An earlier draft communiqué said Asean was concerned about developments in the South China Sea and emphasized there should be no use of threats or force.

It also expressed concern over the pace of negotiations in trying to agree a code of conduct that is intended to bind China and ASEAN to detailed rules of behavior at sea.

Chinese Foreign Minister Wang Yi said on Wednesday that Beijing had halted land reclamation in the South China Sea but said construction of facilities will continue.


US Secretary of State John Kerry on Thursday accused China of not allowing freedom of navigation and overflight in the disputed South China Sea, despite giving assurances that such freedoms would not be impeded.
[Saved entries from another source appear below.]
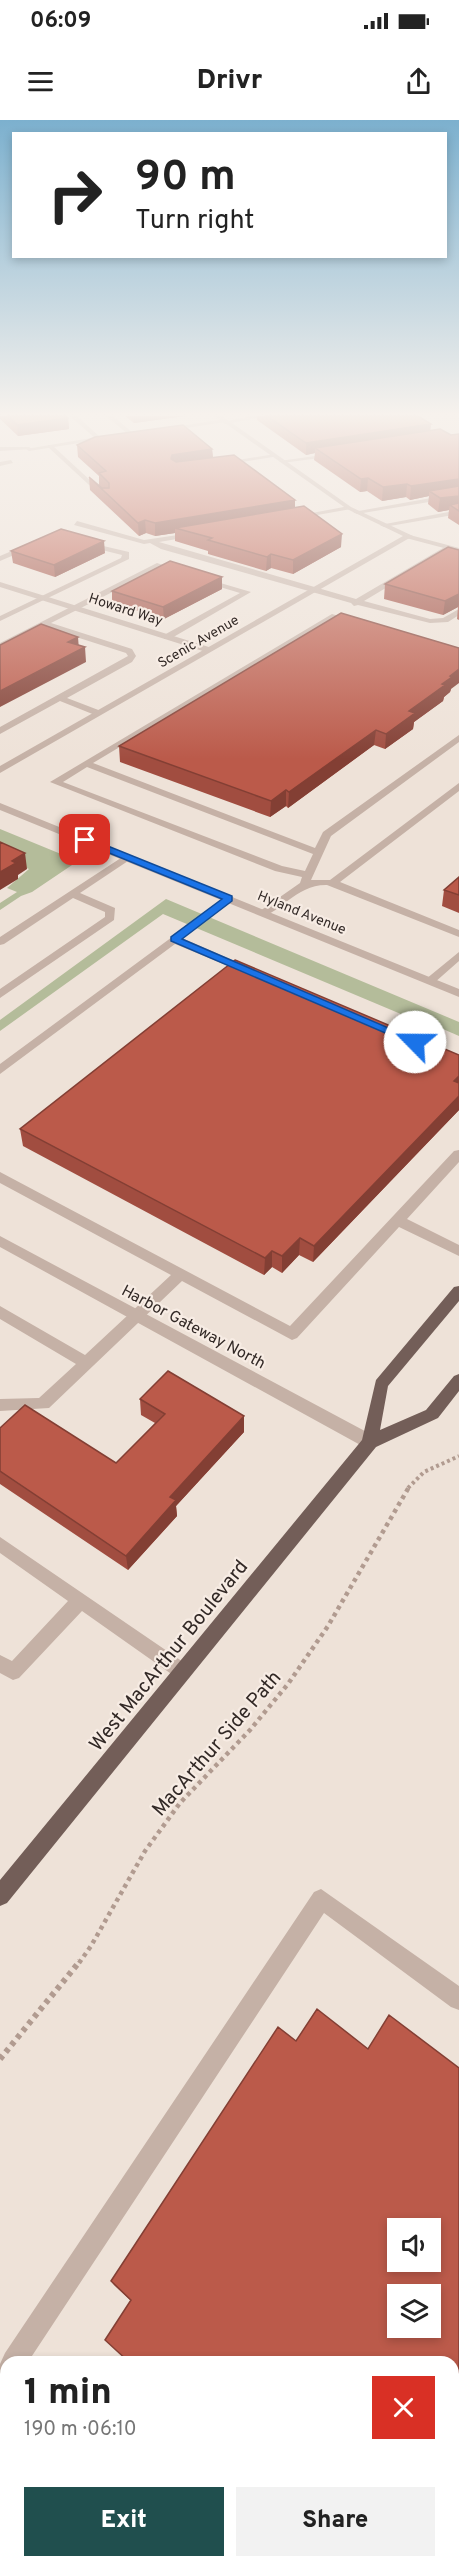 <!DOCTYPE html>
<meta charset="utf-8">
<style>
:root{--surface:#fff;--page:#f2f2f2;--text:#222;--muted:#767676;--accent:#204f4e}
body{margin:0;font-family:Overpass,sans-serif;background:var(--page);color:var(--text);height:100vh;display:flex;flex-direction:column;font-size:22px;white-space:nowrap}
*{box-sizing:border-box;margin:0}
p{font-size:20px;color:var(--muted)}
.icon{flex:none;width:33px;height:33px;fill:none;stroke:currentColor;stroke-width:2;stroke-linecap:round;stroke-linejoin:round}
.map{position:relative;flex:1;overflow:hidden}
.side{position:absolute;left:0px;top:2236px;width:459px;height:212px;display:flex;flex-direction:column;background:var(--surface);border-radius:18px 18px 0 0;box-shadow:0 3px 9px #0003}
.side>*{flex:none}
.guide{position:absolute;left:12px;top:12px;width:435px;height:126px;border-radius:0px;box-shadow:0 3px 9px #0003;background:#fff;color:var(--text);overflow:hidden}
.buttons{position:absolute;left:387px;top:2098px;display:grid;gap:12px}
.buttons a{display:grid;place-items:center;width:54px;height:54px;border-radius:0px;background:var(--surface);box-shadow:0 3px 9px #0003;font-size:30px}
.pin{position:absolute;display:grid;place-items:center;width:51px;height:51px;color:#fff;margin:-26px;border-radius:12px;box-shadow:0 3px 9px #0006}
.me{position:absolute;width:66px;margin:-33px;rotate:293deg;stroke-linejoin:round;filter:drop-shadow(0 0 4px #0008)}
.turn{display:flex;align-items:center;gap:21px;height:126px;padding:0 24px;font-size:27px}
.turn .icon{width:78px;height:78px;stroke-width:2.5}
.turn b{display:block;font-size:42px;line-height:51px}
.round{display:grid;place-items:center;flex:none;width:63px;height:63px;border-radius:0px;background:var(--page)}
.summary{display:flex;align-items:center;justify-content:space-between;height:102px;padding:0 24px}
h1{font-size:36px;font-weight:800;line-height:45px}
.primary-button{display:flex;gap:12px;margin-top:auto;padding:12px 24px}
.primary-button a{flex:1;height:69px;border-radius:0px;background:var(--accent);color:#fff;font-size:24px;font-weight:800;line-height:69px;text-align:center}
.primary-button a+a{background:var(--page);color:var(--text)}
.status{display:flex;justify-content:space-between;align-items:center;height:42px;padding:0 30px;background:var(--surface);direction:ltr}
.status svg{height:16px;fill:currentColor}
header{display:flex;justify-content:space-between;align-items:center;height:78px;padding:0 24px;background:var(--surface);font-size:27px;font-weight:800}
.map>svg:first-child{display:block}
.green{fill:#b4bc9a}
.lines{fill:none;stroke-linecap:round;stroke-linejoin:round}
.path-far2{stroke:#b19b90;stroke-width:4;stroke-dasharray:3 3;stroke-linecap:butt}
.path-far1{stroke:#b19b90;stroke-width:4.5;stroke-dasharray:4 4;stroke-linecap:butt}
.path{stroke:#b19b90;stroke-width:6;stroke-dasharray:4.5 4.5;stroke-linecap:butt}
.service{fill:#c5b1a6;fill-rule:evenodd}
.minor{fill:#c5b1a6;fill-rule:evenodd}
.tertiary{fill:#c5b1a6;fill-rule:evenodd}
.primary{fill:#735e58;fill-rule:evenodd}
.wall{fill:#a14d40}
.shaded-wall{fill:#833f34}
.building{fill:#bb5a4a;stroke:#833f34;stroke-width:1.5;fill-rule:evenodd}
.route{fill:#1a73e8;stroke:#114b97;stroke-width:1.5}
.labels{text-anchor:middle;stroke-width:4.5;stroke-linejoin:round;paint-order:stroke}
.far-street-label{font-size:14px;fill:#322926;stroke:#f7ece4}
.street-label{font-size:16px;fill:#322926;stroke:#f7ece4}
.near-street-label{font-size:20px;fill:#322926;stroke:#f7ece4}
</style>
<div class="status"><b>06:09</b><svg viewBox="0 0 49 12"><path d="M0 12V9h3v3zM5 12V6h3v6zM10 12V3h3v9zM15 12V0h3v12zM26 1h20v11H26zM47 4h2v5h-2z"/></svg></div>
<header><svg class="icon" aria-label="menu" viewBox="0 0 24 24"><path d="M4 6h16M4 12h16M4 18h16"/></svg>Drivr<svg class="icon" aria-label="share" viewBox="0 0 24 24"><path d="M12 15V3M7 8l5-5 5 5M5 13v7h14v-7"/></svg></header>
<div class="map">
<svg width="459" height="2447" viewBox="0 0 459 2447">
<rect width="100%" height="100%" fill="#eee2d8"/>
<path class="green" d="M0,709l78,32 -46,31 -11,4 -21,14v-7l17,-11 -10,-4 22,-19 -29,-12z
M166,779l293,123v14l-30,-13 -2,2 -264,-111 -163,117v-11z"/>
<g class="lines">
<path class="path-far2" d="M408,1368l16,-16 35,-16"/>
<path class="path-far1" d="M79,1843l12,-17 54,-95 35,-48 70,-73 38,-46 40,-58 81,-139"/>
<path class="path" d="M0,1939l80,-98"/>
<path class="service" d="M70,296h7l24,22v2h-4z
M106,296h7l21,18 -5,1z
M252,296h16l-43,8 -3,-2z
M48,325h4l53,49v2h-4l-53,-49z
M0,327h29l3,2 -32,2z
M337,333l-2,3 -53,7 -3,-2z
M275,334l-2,3 -51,8 -3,-2z
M11,340l2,3 -13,3v-4z
M459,373v4l-102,17 -4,-2z
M349,386l2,3 -56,10 -4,-2z
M459,390v4l-75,13 -4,-2z
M77,401l67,19 54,-8 -3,4 -36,6 197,57 92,-54 3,4 -87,52 66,18 13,-1 16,-9v6l-11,7 -18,1 -72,-18 -4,1 -3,-3 -190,-54 -11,-6 -6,1 -70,-19z
M82,421l47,11v7l-129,62v-5l121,-58 1,-3 -40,-10z
M28,424l7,2 -35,15v-5z
M157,443l27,9 -4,2 -20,-6 -109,55 81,26 4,7 -4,6 -65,36 34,13v4h-6l-35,-14 -60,33v-7l128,-71 -2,-3 -81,-26 -45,22v-6z
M200,457l51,15 -81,47h-6v-4l76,-42 -40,-12z
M332,494l7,2 -246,147 222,85 8,-16 136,-97v7l-128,94 -20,44h19l129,-97v8l-119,91 119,48v7l-132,-52c-32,-1 -50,33 -67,30v-4l40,-28 2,-6 -27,-6 -225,-89zM87,647l226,87 -8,17 -23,-5 -219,-84z
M127,734l5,3 -1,2 -51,34 35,15 -1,12 -114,78v-9l105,-72v-5l-32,-14 -69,46 -4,1v-8z
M229,775l5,3 -1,2 -51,38 71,31v4h-8l-70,-29 -175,130v-10z
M459,832v9l-25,22h-8v-4z
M459,1030v12l-52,57 52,26v11l-60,-29 -102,111 -5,2 -110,-59 -133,127 -49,3v-12l39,-1 37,-34 -76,-45v-13l85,49 86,-80 -171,-92v-11l290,154 164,-175z
M0,1417l189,129 3,6 -3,6 -6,2 -6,-2 -95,-67 -63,67 -6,2 -13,-7v-18l12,6 56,-60 -68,-48z
M321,1769l138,97v24l-8,-3 -127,-94 -296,449h-22v32l-6,2v-32l5,-11 309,-461z
M0,2289l6,3v30l-6,-3z
M121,2442h29l2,5h-29z"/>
<path class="minor" d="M224,299l2,3 -61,9 -3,-2z
M109,315l2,3 -82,13 -3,-2z
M406,414l53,14v4l-53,-14z
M0,462l212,66 1,2 -7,2 -206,-65z
M0,1116l376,201 2,5 -2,5 -6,1 -6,-1 -364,-200z"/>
<path class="tertiary" d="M215,296h7l129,91 62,29 -413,237v-7l403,-230 -56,-27z
M0,683l459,186v8l-459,-187z"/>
<path class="primary" d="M459,1166v15l-71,85 -8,44 46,-20 28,-34 5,-2v17l-21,27 -62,29 -369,456 -7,3v-26l362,-440 14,-60 78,-93z"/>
</g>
<path class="wall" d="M0,296h66l2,2 1,11 -51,7 -18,-17z
M125,296h60l-51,7z
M257,296h161l12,14 21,5 8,-1v91l-11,-7 1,-8 -11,2 -10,-8 1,-8 -19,4 -4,-3 -24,4 -15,-10 -7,1 -46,-32 1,-7 -9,2 -49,-35z
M77,325l135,4 1,8 82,43v8l46,39 -48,27 -22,-6 -5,3 -58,-17v-3l-33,-10v-8l-20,3 -9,-3 -7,3 -49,-46 -1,-13 10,9v-10l-21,-19z
M459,430v70l-2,-1 1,-12 -15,8 -59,-16 1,-15z
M11,431l94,2 -50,24 -42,-14z
M222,457v12l-58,30 -52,-16v-12z
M451,569l-1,3 -6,5 -1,4 -29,21 -1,7 -28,20 -11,-4 -86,63 -2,-2 -16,11 -150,-55 -1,-16z
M459,757v36l-17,-7 2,-16z
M459,935v55l-146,152 -14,-7 -17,18 -10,-6 -8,8 -241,-129 -3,-17z
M140,1279l104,33 -68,74 1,10 -49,54 -128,-86v-56l116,35 39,-40 -14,-8z
M296,1921l72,8 91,19 -328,233 -17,-16 -3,-4z"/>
<path class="shaded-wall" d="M133,296h52l-51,7z
M68,298l1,11 -51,7 -1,-11z
M431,304l-1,11 -115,13v5l-9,2v-12z
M212,329l1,12 -40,7 -2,-9 1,-4z
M368,358l-1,13 -7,1 1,-13z
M459,359v13l-30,-1v5l-19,4 1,-14z
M407,364l-1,13 -24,4 1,-14z
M459,376v12l-9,-3 -1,5 -11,2 2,-14z
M295,380v13l-120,15v5l-20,3v-13z
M145,400l1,13 -7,3 -1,-13z
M342,414l-1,13 -48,27v-14z
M104,421l1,12 -50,24 -1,-12z
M271,434v14l-5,3 1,-14z
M222,457v12l-58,30 -1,-12z
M459,474v11l-1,2 -15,8 2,-14z
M78,517l1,13 6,-3 1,15 -86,45v-16l68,-49z
M459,549v14l-8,6 -1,3 -6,5 -1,4 -29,21 -1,7 -28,20 1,-15 23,-23 33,-27 8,-8z
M376,610l-2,15 -86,63 1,-16z
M286,670v16l-16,11 1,-16z
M25,733l2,16 -9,6v4l-18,11v-18l12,-11z
M459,942v27l-5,-8z
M459,976v14l-146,152 1,-16z
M300,1118l-1,17 -17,18v-17z
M272,1131v16l-8,8 1,-17z
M244,1296v16l-68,74 1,10 -49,54 -2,-14 44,-59z"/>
<path class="building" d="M8,296h58l2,2 -51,7z
M267,296h151l13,8 -125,19z
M183,305l29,24 -40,6 -1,4 5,3 58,-7 61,45 -140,23 -10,-3 -7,3 -49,-46 13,11h7v-5l-10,-10 7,-2 -29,-26 18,-8z
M440,309l11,6 8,-1v45l-48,7 -4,-2 -24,3 -15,-9 -7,1 -46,-31z
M459,366v10l-19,2 -11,-7z
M459,383v8l-9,-6z
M304,386l38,28 -49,26 -22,-6 -4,3 -59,-17 4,-2 -37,-10z
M61,409l43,12 -50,24 -43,-14z
M448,427l11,3v44l-14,7 -60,-17z
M170,441l52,16 -59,30 -51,-16z
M341,493l118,35v21l-9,7 2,1 -10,7 3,1 -36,26 6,2 -29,21 -10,-4 -87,62 -3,-2 -15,11 -152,-55z
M41,504l37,13 -10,5 17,5 -85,44v-46z
M0,722l25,11 -13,8 4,2 -16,9z
M459,757v18l-15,-5z
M235,840l224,95v21l-5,5 5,2v13l-145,150 -14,-8 -18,18 -10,-5 -7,7 -245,-129z
M168,1251l76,45 -74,81 6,3 -50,56 -126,-85v-43l25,-23 91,58 49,-49 -25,-15z
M317,1889l51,40 21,-34 70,53v499h-199l-5,-5h198v-200h-324l-24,-22 26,-40 -20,-19 167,-254 18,14zM398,2109h32v33h-32zM398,2175h32v33h-32z"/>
<linearGradient id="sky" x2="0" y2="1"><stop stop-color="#7cb0ce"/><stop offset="0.46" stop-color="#f7f2ed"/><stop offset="1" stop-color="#f7f2ed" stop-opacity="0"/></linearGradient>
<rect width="459" height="639" fill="url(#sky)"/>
<path class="route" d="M82,718h6l144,58v5l-50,38 239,103 -6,3 -4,-1 -240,-103v-4l51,-38 -140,-57z"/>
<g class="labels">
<g class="far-street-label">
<text transform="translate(126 489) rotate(18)" y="5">Howard Way</text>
<text transform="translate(198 521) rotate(-30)" y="5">Scenic Avenue</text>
<text transform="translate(302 792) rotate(22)" y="5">Hyland Avenue</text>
</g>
<g class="street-label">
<text transform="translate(194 1206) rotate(28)" y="6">Harbor Gateway North</text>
</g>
<g class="near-street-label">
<text transform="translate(168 1535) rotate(-51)" y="7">West MacArthur Boulevard</text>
<text transform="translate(216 1623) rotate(-49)" y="7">MacArthur Side Path</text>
</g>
</g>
</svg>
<div class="buttons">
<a><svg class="icon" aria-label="sound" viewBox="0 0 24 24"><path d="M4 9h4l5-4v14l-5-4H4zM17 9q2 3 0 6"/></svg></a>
<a><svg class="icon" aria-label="layers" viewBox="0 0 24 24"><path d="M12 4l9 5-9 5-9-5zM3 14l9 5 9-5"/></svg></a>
</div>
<div class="pin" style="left:85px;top:720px;background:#d93025"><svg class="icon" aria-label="arrive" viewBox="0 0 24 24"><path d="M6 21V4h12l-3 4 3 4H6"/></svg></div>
<svg class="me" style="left:415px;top:922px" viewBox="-20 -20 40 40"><circle r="19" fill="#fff"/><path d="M0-13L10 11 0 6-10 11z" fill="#1a73e8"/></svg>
<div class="guide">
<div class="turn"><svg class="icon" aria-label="right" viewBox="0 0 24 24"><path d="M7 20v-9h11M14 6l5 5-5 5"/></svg><div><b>90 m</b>Turn right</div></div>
</div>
<section class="side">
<div class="summary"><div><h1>1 min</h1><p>190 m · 06:10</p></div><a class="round" style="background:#d93025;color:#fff"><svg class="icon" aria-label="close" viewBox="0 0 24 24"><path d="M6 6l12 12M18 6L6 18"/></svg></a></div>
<div class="primary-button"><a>Exit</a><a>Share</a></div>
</section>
</div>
Addressing a regional meeting in Kuala Lumpur that has been dominated by the South China Sea, Kerry said China’s construction of facilities for “military purposes” on man-made islands was raising tensions and risked “militarisation” by other claimant states.

“Freedom of navigation and overflight are among the essential pillars of international maritime law,” Kerry told the East Asia Summit attended by foreign ministers from Southeast Asia, China, Japan and other nations.

“Despite assurances that these freedoms would be respected, we have seen warnings issued and restrictions attempted in recent months,” Kerry said.

“Let me be clear: The United States will not accept restrictions on freedom of navigation and overflight, or other lawful uses of the sea.”

China has repeatedly warned Philippine military aircraft away from the artificial islands in the Spratly archipelago of the South China Sea, Philippine military officials have said.

The Chinese navy also issued eight warnings to the crew of a US P8-A Poseidon surveillance aircraft when it conducted overflights in the area in May, according to CNN, which was aboard the US aircraft.

Kerry said he hoped China had stopped island building, but what was needed was an end to “militarization.”

He added that Wang’s commitment to resolving the South China Sea issue had not been as “fulsome” as some had hoped.

“In my meeting with ... Wang Yi, he indicated I think a different readiness of China to try to resolve some of this, though I think it was still not as fulsome as many of us would like to see,” Kerry told reporters.

“But it’s a beginning, and it may open up some opportunity for conversation on this in months ahead. We’ll have to wait and see.”


Philippine Defense Department spokesman Peter Paul Galvez said China should show proof that it has really stopped reclamations at the South China Sea.

“Nonetheless, a stop in the reclamation doesn’t change the fact that they have violated the agreement among states, disrespected nations in the area and violated our maritime rights placing the region in crisis,” said Galvez.

Galvez referred to the 2002 Declaration on the Conduct of Parties in the South China Sea, which calls on the parties involved in the South China Sea dispute “to exercise self-restraint in the conduct of activities that would complicate or escalate disputes and affect peace and stability.”

“The region would be glad to see a genuine proof of sincerity. The best proof would be the pull out of all equipment as a clear and unequivocal manifestation of that announcement,” said Galvez.

Japan and Taiwan have expressed readiness to improve cooperation with the Philippines.

Japan wants to give planes that Manila could use for patrols in the South China Sea, such as three Beechcraft TC-90 King Air planes that could be fitted with basic surface and air surveillance radar.

Taiwan wants joint search and rescue exercises.